(Stored data entries)
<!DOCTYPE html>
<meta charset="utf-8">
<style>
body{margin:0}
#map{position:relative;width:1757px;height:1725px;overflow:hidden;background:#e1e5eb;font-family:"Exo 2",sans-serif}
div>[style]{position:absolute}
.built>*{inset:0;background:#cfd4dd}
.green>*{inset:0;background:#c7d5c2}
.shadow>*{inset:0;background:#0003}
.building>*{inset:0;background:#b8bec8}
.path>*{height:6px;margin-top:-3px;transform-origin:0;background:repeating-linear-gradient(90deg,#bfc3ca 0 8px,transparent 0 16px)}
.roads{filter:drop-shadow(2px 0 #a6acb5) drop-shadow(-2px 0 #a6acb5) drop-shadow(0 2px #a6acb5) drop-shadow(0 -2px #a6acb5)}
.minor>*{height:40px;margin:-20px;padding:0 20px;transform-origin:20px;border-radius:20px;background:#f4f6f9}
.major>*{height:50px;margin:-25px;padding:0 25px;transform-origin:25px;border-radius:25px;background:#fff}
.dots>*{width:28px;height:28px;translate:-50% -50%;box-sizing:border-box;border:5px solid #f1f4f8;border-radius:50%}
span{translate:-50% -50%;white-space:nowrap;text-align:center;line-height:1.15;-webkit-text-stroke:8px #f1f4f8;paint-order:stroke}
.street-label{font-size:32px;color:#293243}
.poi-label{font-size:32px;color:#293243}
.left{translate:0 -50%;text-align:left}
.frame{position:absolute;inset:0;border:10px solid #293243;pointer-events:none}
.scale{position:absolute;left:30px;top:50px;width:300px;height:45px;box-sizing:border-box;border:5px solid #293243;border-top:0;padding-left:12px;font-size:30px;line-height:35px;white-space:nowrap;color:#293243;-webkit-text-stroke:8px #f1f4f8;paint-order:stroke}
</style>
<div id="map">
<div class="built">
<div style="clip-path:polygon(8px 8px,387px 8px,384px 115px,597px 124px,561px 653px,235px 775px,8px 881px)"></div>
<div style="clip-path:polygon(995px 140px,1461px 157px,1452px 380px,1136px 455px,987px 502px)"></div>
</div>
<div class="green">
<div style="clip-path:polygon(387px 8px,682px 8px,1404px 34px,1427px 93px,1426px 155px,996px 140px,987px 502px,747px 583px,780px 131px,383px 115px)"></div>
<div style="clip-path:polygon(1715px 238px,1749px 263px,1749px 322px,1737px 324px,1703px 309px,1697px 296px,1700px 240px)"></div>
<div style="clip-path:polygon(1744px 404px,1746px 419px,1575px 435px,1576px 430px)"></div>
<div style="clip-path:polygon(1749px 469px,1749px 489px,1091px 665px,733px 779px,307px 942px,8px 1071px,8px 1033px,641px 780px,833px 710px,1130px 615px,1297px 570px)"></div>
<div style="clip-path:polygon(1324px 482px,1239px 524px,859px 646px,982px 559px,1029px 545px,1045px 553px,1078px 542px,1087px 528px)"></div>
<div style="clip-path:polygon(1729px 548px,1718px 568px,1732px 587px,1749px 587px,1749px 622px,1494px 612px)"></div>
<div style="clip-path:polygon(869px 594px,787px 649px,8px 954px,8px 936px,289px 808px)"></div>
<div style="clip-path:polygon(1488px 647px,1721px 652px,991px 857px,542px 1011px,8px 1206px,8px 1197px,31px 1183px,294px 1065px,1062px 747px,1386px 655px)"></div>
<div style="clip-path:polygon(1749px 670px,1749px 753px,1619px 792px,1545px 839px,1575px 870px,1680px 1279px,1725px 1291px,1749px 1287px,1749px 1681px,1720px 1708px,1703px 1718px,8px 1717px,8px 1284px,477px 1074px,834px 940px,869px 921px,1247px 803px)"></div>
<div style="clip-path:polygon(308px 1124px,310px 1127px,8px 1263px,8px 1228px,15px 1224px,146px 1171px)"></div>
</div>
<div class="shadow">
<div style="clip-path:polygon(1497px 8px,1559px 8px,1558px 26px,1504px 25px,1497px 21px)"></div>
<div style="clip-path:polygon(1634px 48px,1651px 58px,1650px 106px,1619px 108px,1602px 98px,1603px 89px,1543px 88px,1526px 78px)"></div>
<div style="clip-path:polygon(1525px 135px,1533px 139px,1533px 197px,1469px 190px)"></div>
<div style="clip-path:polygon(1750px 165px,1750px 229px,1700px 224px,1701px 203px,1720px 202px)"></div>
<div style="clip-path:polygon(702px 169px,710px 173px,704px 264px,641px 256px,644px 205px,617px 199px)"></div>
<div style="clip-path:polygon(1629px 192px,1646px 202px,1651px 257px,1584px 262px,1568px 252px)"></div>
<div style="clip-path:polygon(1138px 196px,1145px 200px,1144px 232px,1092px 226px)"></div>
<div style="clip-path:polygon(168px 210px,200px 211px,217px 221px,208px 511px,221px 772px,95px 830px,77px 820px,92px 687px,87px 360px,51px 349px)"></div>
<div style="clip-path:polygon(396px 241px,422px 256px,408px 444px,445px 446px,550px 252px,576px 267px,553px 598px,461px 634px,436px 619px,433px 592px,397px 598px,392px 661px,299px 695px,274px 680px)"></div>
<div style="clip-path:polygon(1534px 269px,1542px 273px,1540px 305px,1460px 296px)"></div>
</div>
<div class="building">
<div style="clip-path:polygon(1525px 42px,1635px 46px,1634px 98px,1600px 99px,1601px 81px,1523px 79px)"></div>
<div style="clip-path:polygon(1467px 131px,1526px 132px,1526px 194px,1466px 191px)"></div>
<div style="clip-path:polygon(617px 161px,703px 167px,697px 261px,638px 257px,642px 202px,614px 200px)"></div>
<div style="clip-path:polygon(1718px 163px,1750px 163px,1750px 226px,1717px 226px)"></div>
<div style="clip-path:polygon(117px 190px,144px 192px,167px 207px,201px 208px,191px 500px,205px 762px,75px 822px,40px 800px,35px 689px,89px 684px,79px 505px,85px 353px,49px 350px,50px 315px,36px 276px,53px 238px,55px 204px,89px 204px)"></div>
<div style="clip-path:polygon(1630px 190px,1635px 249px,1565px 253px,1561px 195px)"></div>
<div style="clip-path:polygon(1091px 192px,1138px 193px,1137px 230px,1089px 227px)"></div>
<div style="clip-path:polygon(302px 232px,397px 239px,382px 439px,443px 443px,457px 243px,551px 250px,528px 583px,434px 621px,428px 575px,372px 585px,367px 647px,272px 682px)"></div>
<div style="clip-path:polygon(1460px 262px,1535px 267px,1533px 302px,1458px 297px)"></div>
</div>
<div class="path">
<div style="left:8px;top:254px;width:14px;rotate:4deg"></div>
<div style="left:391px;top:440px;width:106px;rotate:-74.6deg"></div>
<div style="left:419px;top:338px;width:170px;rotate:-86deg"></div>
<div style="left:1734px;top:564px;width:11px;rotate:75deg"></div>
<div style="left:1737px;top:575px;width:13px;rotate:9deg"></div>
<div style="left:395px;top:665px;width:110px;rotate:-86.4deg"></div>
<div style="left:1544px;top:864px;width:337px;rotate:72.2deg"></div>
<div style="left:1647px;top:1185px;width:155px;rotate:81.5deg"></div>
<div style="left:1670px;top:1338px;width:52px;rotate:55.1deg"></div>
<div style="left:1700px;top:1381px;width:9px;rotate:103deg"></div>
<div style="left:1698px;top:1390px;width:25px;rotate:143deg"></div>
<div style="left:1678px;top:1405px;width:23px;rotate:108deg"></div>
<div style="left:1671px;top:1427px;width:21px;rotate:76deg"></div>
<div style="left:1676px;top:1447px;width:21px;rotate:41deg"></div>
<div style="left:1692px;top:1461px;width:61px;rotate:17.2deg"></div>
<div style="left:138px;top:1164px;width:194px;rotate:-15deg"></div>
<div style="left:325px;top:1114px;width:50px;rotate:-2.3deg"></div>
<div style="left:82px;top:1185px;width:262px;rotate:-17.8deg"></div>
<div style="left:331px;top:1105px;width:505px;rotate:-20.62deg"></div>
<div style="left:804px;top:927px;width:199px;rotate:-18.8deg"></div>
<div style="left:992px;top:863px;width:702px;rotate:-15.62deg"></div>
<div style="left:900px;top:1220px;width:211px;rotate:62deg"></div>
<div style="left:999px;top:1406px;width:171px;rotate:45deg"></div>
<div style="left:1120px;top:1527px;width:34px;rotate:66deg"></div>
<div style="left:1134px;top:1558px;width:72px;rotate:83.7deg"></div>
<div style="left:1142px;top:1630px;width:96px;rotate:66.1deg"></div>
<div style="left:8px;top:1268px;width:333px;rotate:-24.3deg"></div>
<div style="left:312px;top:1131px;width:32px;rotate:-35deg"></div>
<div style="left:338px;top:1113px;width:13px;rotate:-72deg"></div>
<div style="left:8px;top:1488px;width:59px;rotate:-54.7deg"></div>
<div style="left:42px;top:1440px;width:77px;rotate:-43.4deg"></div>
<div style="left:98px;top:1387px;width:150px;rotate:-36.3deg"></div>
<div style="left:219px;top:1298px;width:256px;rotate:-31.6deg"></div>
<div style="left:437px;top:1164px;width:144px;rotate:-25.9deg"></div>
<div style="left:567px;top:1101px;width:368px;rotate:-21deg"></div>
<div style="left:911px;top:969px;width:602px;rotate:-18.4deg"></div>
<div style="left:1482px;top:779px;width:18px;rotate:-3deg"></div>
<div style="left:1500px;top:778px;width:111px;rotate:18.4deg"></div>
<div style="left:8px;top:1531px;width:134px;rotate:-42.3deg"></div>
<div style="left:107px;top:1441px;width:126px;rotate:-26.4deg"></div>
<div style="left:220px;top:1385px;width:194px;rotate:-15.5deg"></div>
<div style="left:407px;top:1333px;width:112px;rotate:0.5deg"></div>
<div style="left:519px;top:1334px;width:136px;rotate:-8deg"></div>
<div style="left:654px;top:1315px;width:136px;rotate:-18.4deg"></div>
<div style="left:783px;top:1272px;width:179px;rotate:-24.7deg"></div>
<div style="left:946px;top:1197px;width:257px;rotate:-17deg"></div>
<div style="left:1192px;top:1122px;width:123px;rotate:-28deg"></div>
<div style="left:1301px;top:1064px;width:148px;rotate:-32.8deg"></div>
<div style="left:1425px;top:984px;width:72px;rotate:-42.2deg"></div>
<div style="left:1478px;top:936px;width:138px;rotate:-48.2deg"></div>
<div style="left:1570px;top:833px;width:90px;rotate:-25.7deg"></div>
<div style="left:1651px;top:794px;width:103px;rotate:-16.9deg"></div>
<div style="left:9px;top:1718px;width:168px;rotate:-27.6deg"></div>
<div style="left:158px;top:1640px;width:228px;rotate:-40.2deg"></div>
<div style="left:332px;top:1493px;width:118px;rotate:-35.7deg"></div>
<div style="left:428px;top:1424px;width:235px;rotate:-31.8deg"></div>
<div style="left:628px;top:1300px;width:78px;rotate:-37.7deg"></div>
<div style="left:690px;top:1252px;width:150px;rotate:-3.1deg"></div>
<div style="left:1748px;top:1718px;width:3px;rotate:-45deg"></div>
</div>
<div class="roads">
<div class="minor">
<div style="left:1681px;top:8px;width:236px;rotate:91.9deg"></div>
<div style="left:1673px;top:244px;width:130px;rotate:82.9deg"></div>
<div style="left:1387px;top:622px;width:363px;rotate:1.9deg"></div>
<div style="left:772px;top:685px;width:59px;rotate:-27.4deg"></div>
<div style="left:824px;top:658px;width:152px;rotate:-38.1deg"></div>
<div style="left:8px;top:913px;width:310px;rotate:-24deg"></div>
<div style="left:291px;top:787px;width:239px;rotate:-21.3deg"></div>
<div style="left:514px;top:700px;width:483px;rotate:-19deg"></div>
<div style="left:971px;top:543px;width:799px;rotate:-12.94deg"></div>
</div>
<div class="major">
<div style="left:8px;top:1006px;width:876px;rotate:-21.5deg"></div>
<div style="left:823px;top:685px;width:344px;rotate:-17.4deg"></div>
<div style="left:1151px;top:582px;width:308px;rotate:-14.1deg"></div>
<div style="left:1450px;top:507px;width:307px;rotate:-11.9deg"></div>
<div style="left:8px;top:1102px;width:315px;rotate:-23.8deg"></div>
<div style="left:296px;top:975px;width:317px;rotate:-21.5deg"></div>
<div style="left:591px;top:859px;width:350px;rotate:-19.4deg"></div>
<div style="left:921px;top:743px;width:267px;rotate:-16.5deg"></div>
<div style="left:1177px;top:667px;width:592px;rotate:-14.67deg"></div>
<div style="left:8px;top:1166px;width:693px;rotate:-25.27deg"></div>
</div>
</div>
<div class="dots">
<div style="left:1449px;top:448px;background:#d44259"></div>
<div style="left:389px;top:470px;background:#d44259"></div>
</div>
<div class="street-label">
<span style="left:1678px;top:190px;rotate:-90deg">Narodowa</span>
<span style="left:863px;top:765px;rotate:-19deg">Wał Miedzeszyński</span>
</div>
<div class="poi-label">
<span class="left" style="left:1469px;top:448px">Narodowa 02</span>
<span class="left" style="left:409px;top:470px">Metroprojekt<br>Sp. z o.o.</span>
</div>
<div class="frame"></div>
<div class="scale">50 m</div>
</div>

What is needed — If a line in the records includes the string "shadow", copy it.

The completed task —
.shadow>*{inset:0;background:#0003}
.roads{filter:drop-shadow(2px 0 #a6acb5) drop-shadow(-2px 0 #a6acb5) drop-shadow(0 2px #a6acb5) drop-shadow(0 -2px #a6acb5)}
<div class="shadow">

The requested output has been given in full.